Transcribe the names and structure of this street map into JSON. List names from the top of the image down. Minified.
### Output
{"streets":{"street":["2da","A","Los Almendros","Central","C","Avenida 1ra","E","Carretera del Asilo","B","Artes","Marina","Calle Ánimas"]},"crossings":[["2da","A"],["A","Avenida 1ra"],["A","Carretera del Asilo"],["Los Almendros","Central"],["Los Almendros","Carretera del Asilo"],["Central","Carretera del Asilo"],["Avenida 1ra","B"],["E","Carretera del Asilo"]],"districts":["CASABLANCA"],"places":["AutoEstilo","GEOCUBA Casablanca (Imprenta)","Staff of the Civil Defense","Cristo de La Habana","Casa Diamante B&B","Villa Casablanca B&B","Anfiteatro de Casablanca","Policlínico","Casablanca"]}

Your instructions
An exact copy of the listing is what's needed here.

Answer for the task
Transcribe the names and structure of this street map into JSON. List names from the top of the image down. Minified.
### Output
{"streets":{"street":["2da","A","Los Almendros","Central","C","Avenida 1ra","E","Carretera del Asilo","B","Artes","Marina","Calle Ánimas"]},"crossings":[["2da","A"],["A","Avenida 1ra"],["A","Carretera del Asilo"],["Los Almendros","Central"],["Los Almendros","Carretera del Asilo"],["Central","Carretera del Asilo"],["Avenida 1ra","B"],["E","Carretera del Asilo"]],"districts":["CASABLANCA"],"places":["AutoEstilo","GEOCUBA Casablanca (Imprenta)","Staff of the Civil Defense","Cristo de La Habana","Casa Diamante B&B","Villa Casablanca B&B","Anfiteatro de Casablanca","Policlínico","Casablanca"]}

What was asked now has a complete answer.